Linux

HOW TO : Sort Apache Web Logs for hits by Unique IP Addresses

 

Say you want to find out how many hits you are getting t0 a specific page from a particular source IP, you can use this quick collection of Linux tools to get this data

[code]grep -i "URL_TO_CHECK" PATH_TO_APACHE_ACCESS_LOG | cut -d’ ‘ -f 1 -| sort |uniq -c | sort -rn > ~/ip_report.txt[/code]

You are using

  • grep to filter the string of the page you want the report on
  • cut to get the IP address from the log file
  • sort and uniq to sort the unique IP addresses
  • and finally sort -rn to sort the data in descending order

Example :

[code]grep -i "GET /" /opt/apache/logs/access_log | cut -d’ ‘ -f 1 -| sort |uniq -c | sort -rn > ~/ip_report.txt[/code]

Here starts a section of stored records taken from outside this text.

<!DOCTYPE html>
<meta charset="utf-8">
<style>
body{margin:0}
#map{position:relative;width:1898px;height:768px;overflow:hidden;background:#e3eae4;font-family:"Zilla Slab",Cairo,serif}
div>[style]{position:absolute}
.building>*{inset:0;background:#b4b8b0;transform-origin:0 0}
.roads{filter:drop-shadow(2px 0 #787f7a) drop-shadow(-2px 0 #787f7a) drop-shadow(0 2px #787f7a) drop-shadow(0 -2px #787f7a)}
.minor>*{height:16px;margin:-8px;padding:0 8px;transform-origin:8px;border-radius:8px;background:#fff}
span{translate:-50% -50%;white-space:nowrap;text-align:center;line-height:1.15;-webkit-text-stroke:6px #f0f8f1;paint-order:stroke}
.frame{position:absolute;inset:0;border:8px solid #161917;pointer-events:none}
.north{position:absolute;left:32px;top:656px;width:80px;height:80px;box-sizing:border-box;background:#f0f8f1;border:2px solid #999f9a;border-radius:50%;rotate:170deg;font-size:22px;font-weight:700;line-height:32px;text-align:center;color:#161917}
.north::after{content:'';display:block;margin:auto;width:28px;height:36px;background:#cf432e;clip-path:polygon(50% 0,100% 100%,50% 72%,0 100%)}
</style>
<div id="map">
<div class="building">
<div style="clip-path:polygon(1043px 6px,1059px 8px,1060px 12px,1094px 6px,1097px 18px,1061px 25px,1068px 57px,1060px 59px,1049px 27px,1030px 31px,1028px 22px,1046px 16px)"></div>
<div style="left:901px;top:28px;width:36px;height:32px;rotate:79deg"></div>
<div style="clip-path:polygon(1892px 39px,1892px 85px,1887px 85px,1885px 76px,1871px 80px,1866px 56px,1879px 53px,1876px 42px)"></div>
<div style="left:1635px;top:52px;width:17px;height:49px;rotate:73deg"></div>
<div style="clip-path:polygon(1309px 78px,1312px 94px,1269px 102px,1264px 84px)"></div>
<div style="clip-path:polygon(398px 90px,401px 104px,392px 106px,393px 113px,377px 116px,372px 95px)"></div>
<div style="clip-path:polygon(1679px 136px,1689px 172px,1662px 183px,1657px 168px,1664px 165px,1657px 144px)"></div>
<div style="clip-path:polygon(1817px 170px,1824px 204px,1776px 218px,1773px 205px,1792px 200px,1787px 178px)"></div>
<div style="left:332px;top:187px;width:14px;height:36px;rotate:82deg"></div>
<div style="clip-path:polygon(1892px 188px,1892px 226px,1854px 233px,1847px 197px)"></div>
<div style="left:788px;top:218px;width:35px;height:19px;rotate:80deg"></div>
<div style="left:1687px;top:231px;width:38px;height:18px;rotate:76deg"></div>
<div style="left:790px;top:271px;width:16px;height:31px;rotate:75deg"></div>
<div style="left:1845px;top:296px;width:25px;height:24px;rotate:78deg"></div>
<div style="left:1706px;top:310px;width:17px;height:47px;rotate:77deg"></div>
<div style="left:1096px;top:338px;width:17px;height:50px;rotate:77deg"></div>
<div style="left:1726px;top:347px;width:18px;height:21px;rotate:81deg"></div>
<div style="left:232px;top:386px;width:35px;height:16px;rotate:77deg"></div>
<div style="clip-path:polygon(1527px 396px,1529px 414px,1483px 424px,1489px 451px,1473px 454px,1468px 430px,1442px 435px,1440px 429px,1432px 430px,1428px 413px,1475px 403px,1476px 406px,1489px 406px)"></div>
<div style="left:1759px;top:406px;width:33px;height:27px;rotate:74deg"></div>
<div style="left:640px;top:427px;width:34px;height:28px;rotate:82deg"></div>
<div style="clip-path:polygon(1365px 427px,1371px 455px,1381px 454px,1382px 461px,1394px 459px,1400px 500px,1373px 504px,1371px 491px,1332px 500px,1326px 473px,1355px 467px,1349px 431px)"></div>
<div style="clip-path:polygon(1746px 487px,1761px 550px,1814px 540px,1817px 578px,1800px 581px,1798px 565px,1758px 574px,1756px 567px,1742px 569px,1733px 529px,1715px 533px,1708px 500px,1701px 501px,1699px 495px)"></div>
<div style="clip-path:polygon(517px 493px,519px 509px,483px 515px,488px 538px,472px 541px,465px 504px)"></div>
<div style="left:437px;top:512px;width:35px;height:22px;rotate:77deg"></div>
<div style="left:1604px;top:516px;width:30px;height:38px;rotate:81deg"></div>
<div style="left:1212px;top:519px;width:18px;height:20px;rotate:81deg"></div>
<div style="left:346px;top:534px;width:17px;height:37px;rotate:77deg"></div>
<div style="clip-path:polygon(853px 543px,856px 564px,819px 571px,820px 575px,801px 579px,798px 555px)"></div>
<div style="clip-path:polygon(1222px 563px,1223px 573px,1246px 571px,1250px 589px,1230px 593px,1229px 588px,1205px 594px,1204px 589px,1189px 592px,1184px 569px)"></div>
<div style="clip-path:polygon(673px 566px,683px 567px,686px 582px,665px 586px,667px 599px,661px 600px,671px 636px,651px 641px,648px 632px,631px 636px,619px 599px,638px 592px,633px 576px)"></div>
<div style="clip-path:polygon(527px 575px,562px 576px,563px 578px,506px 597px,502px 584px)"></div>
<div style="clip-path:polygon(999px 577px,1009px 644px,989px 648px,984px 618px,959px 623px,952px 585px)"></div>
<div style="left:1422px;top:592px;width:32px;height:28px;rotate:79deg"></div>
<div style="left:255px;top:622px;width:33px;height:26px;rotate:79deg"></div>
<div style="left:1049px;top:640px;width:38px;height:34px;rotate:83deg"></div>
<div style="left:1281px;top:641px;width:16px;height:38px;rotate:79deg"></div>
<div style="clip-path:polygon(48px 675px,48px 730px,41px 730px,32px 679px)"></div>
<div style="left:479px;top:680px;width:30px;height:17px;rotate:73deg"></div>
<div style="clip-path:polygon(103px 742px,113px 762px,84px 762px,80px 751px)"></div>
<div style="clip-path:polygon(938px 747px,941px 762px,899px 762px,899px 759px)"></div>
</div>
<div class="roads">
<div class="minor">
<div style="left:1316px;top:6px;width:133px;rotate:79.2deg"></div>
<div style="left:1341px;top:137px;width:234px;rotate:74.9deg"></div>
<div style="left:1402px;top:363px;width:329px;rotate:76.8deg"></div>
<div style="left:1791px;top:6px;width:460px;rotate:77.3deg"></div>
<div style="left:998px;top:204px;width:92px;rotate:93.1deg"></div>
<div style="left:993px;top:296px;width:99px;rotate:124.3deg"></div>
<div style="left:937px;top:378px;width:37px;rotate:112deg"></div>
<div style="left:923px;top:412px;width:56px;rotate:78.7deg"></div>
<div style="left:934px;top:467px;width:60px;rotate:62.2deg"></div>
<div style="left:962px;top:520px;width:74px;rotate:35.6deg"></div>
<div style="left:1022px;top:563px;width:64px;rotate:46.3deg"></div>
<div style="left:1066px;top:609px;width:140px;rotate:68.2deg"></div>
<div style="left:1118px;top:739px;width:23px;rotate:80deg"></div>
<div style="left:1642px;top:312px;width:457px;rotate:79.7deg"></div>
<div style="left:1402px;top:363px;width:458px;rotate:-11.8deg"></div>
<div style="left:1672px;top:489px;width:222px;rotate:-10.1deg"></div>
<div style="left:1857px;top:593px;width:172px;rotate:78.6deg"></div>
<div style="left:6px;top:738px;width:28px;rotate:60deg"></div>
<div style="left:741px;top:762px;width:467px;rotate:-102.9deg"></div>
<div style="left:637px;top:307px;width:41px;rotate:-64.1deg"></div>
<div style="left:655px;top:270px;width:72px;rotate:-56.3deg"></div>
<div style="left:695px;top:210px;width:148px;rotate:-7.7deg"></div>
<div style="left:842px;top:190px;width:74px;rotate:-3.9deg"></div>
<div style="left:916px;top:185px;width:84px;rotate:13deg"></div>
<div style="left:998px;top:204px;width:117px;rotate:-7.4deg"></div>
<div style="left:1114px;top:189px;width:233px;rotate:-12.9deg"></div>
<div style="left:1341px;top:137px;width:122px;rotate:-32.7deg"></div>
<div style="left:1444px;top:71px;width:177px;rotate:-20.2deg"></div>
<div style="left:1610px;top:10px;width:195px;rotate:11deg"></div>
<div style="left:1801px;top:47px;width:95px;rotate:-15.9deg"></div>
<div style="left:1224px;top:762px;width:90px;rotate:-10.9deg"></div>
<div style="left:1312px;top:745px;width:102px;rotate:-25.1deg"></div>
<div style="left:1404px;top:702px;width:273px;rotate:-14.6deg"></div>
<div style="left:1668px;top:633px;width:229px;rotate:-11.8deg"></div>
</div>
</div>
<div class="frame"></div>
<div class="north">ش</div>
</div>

gets you the report of hits to the index page.

HOW TO : Find list of files used by a process in Linux

Quick howto on finding the list of files being accessed by a process in Linux. I needed to find this for troubleshooting an issue where a particular process was using an abnormally high percentage of CPU. I wanted to find out what this particular process was doing and accessing.

  1. Find the process ID (pid) of the process you want to analyze by running[code] ps -ef | grep NAME_OF_PROCESS [/code]
  2. Find the files the process is accessing at a given time by running[code]sudo ls -l /proc/PROCESS_ID/fd [/code]

For example, if I wanted to find the list of files being accessed by mysql, the process would look as such

[code] ps -ef | grep mysqld [/code]

which would show the output as

[code]samurai@samurai:~$ ps -ef | grep mysqld
mysql     3304     1  0 Feb04 ?        00:00:23 /usr/sbin/mysqld
samurai  23389 23374  0 14:57 pts/0    00:00:00 grep –color=auto mysqld
[/code]

I can then find the list of files being used by mysql by running

[code] sudo ls -l /proc/3304/fd [/code]

which would give me

[code]

lrwx—— 1 root root 64 Feb  7 15:00 0 -> /dev/null
lrwx—— 1 root root 64 Feb  7 15:00 1 -> /var/log/mysql/error.log
lrwx—— 1 root root 64 Feb  7 15:00 10 -> socket:[4958]
lrwx—— 1 root root 64 Feb  7 15:00 11 -> /tmp/ibdu9WRh (deleted)
lrwx—— 1 root root 64 Feb  7 15:00 12 -> socket:[4959]
lrwx—— 1 root root 64 Feb  7 15:00 14 -> /var/lib/mysql/blog/wp_term_relatio                        nships.MYI
lrwx—— 1 root root 64 Feb  7 15:00 15 -> /var/lib/mysql/blog/wp_postmeta.MYI
lrwx—— 1 root root 64 Feb  7 15:00 17 -> /var/lib/mysql/blog/wp_term_relatio                        nships.MYD
lrwx—— 1 root root 64 Feb  7 15:00 18 -> /var/lib/mysql/blog/wp_term_taxonom                        y.MYI
lrwx—— 1 root root 64 Feb  7 15:00 2 -> /var/log/mysql/error.log
lrwx—— 1 root root 64 Feb  7 15:00 20 -> /var/lib/mysql/blog/wp_postmeta.MYD
lrwx—— 1 root root 64 Feb  7 15:00 21 -> /var/lib/mysql/blog/wp_term_taxonom                        y.MYD
lrwx—— 1 root root 64 Feb  7 15:00 22 -> /var/lib/mysql/blog/wp_terms.MYI
lrwx—— 1 root root 64 Feb  7 15:00 23 -> /var/lib/mysql/blog/wp_terms.MYD
lrwx—— 1 root root 64 Feb  7 15:00 3 -> /var/lib/mysql/ibdata1
lrwx—— 1 root root 64 Feb  7 15:00 4 -> /tmp/ibvANyz7 (deleted)
lrwx—— 1 root root 64 Feb  7 15:00 5 -> /tmp/ibonS0mU (deleted)
lrwx—— 1 root root 64 Feb  7 15:00 6 -> /tmp/ibcKctaH (deleted)
lrwx—— 1 root root 64 Feb  7 15:00 7 -> /tmp/ibB5DS5t (deleted)
lrwx—— 1 root root 64 Feb  7 15:00 8 -> /var/lib/mysql/ib_logfile0
lrwx—— 1 root root 64 Feb  7 15:00 9 -> /var/lib/mysql/ib_logfile1
[/code]

HOW TO : Modify iptables rules

Quick how to for my personal records. iptables is an open source firewall (and it does a lot more) included with most linux distributions.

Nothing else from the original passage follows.